*** Study material Section Begins ***

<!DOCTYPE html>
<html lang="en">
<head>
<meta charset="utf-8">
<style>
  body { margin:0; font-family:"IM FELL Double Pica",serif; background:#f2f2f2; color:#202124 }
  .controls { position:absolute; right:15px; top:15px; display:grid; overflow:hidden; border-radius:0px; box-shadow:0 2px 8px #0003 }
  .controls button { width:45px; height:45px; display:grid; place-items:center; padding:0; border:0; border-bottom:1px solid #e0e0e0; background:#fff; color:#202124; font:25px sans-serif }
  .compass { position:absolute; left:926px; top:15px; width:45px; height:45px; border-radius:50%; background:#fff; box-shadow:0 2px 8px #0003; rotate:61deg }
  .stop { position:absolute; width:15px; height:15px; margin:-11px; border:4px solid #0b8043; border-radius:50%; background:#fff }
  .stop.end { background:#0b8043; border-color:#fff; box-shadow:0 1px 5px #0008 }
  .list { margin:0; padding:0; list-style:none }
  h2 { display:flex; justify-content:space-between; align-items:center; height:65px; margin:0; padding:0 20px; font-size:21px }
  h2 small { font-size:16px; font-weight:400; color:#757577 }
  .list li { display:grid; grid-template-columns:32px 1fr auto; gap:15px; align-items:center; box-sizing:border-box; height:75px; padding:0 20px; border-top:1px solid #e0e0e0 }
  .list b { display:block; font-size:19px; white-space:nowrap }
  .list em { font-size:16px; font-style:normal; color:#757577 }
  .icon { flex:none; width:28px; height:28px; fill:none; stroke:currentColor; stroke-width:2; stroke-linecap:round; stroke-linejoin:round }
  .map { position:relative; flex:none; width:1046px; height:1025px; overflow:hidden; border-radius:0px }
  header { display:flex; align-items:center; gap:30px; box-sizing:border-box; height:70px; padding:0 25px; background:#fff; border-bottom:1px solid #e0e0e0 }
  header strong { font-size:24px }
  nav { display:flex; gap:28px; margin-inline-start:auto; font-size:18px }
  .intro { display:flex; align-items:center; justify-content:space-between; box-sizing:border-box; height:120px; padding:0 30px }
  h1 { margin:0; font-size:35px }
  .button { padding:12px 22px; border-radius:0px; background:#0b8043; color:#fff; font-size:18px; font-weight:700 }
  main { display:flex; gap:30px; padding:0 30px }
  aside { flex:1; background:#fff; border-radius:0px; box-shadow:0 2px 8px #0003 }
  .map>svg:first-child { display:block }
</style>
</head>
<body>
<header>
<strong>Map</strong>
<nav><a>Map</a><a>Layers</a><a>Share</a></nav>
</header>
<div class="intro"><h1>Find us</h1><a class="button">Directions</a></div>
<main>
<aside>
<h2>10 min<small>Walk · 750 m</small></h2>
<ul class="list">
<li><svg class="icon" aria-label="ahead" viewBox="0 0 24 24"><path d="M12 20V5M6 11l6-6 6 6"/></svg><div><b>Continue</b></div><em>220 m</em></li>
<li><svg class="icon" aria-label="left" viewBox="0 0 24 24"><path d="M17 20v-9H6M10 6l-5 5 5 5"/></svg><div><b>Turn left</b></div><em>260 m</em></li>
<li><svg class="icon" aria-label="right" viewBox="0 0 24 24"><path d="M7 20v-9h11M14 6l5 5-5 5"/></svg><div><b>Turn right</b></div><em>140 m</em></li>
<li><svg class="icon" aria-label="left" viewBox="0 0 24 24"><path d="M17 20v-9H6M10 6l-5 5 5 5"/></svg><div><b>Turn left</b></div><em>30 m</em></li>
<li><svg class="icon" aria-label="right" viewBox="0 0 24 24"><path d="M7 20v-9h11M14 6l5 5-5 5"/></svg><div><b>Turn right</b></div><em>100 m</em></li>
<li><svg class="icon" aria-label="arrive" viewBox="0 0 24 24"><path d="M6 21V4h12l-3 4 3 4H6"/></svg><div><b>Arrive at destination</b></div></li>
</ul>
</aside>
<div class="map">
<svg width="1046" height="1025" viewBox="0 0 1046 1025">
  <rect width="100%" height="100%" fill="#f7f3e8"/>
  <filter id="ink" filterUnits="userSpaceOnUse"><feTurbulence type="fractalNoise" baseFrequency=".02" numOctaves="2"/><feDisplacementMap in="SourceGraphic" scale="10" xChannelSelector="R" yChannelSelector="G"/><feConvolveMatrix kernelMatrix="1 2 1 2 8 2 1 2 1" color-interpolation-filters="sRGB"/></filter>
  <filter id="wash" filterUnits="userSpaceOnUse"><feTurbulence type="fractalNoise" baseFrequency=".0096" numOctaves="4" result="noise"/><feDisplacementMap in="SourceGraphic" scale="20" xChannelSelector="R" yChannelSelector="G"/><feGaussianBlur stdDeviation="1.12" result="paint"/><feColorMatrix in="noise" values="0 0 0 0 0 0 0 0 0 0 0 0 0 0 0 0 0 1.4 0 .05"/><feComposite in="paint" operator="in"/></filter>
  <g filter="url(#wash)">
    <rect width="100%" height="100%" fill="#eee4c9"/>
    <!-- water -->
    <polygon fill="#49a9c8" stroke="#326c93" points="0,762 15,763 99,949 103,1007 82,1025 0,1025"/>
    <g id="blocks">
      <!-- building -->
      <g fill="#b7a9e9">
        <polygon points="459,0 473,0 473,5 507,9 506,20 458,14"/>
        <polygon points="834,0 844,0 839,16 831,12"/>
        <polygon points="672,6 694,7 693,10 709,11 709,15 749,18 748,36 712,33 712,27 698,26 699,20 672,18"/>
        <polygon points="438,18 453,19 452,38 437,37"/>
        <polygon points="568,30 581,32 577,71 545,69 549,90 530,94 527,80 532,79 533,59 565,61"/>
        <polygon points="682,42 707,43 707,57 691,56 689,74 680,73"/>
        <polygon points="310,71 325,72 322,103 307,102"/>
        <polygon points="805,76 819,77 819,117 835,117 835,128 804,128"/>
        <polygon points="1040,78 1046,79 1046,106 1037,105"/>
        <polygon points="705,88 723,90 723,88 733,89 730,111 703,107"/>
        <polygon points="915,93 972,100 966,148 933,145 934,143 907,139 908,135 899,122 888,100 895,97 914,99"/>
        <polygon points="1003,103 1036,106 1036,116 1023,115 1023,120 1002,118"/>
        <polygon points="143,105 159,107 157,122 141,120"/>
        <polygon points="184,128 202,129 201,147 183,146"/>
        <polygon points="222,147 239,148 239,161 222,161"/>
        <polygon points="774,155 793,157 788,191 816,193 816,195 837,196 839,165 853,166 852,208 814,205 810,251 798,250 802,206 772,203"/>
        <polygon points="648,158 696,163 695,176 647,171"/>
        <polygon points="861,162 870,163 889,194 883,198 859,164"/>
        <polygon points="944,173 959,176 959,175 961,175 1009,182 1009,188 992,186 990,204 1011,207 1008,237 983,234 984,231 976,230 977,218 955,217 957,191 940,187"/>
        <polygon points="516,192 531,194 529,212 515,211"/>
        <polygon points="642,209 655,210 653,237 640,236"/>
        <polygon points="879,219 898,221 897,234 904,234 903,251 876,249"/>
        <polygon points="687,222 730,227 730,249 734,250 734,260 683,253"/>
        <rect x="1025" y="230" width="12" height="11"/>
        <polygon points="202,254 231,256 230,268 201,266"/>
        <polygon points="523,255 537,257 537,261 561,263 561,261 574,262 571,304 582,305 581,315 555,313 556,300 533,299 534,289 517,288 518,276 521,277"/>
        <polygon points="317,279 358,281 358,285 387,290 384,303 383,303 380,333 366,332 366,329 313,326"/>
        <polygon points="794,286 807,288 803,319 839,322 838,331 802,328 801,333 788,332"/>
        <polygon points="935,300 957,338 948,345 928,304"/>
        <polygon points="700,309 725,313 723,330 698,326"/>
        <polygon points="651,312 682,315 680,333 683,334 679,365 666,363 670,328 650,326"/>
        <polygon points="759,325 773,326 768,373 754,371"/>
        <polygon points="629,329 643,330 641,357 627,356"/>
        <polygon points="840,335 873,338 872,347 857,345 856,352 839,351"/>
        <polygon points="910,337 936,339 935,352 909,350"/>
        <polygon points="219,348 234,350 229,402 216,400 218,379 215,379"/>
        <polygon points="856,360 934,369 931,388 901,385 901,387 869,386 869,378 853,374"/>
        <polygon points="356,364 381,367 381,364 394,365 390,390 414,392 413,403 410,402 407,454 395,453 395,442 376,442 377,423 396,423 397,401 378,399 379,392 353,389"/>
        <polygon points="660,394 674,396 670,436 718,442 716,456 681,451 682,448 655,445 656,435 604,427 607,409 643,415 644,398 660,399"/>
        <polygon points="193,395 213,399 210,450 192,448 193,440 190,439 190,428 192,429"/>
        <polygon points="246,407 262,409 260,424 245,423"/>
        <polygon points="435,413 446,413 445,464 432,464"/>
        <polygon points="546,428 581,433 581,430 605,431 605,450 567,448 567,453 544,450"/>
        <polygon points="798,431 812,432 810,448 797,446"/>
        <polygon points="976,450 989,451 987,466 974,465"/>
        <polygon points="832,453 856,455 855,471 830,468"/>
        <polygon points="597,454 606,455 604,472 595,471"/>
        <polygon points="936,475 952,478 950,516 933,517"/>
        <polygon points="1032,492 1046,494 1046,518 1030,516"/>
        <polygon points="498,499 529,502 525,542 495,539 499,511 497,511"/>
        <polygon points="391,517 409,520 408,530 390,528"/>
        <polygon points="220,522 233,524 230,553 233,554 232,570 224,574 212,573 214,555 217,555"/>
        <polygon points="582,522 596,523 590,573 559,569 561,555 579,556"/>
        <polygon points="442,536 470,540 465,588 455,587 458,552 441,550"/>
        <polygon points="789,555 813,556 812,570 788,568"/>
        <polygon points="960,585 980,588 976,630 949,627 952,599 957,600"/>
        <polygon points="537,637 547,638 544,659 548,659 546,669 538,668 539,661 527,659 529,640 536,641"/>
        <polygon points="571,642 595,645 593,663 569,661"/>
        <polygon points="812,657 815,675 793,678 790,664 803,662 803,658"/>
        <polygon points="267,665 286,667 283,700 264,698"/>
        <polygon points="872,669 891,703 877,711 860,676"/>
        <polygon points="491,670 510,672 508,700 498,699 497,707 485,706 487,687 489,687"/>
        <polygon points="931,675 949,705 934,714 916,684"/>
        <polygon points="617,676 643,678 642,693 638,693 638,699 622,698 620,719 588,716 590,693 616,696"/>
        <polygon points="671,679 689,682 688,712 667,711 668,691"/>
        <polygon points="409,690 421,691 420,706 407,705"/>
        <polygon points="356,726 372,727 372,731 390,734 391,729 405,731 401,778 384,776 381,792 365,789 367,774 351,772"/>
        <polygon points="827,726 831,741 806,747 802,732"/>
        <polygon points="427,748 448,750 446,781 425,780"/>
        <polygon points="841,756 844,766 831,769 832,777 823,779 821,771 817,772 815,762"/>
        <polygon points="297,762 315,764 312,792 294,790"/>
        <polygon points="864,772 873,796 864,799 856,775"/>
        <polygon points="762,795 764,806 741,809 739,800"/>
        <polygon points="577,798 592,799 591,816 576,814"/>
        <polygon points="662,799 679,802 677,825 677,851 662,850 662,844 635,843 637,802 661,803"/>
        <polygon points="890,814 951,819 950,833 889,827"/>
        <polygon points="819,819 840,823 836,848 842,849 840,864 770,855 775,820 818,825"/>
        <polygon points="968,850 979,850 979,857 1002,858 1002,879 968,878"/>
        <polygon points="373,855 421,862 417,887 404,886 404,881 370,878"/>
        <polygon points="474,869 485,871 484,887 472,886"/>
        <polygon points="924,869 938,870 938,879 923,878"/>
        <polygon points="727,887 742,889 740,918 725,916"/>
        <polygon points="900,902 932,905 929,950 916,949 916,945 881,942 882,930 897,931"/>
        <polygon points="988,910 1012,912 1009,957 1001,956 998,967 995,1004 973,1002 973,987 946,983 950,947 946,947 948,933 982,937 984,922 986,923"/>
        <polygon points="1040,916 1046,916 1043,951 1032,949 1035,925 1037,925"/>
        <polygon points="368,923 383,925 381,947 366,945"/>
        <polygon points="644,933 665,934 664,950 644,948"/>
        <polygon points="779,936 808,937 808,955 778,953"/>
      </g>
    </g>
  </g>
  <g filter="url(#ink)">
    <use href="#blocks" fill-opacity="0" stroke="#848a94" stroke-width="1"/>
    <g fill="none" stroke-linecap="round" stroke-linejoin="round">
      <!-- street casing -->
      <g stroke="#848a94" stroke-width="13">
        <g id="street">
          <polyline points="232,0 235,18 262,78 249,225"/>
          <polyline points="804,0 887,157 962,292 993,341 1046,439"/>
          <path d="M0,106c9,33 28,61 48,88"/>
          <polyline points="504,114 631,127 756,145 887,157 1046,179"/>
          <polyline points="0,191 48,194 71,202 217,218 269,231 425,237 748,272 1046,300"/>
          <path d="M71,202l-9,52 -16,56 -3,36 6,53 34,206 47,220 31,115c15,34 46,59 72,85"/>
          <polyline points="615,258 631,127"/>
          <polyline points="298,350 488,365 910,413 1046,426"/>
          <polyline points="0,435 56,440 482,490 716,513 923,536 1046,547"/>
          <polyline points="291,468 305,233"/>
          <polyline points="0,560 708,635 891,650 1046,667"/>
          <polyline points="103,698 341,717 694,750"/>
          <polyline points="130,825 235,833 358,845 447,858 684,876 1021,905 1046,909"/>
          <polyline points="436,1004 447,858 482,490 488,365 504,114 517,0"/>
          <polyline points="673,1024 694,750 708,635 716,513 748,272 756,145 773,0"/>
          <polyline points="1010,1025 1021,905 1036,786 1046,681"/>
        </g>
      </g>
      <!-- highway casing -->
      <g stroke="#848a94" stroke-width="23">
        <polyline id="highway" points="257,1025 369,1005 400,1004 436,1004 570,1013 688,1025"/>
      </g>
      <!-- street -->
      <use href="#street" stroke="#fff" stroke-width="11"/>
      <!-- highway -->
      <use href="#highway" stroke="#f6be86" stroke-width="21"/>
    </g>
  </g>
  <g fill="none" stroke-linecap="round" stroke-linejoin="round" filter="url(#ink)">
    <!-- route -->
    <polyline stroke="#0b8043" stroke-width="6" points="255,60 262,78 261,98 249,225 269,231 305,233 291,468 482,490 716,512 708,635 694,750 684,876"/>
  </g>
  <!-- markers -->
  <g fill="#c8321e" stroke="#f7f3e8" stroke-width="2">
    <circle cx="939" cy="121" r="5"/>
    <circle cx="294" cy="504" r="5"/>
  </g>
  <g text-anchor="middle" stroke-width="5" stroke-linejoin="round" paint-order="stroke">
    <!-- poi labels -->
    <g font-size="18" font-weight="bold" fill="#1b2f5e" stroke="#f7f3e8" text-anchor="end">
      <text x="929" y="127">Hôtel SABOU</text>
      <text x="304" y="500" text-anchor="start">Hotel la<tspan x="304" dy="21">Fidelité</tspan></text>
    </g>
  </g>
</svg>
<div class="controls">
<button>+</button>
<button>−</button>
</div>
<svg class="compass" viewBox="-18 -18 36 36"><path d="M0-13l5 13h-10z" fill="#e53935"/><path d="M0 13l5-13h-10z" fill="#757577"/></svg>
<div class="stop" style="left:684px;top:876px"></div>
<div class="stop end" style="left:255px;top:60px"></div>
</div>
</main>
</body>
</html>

*** Study material Section Ends ***

Exercise | Each line that includes the string "strong" should be copied from the data.

Exercise result |
  header strong { font-size:24px }
<strong>Map</strong>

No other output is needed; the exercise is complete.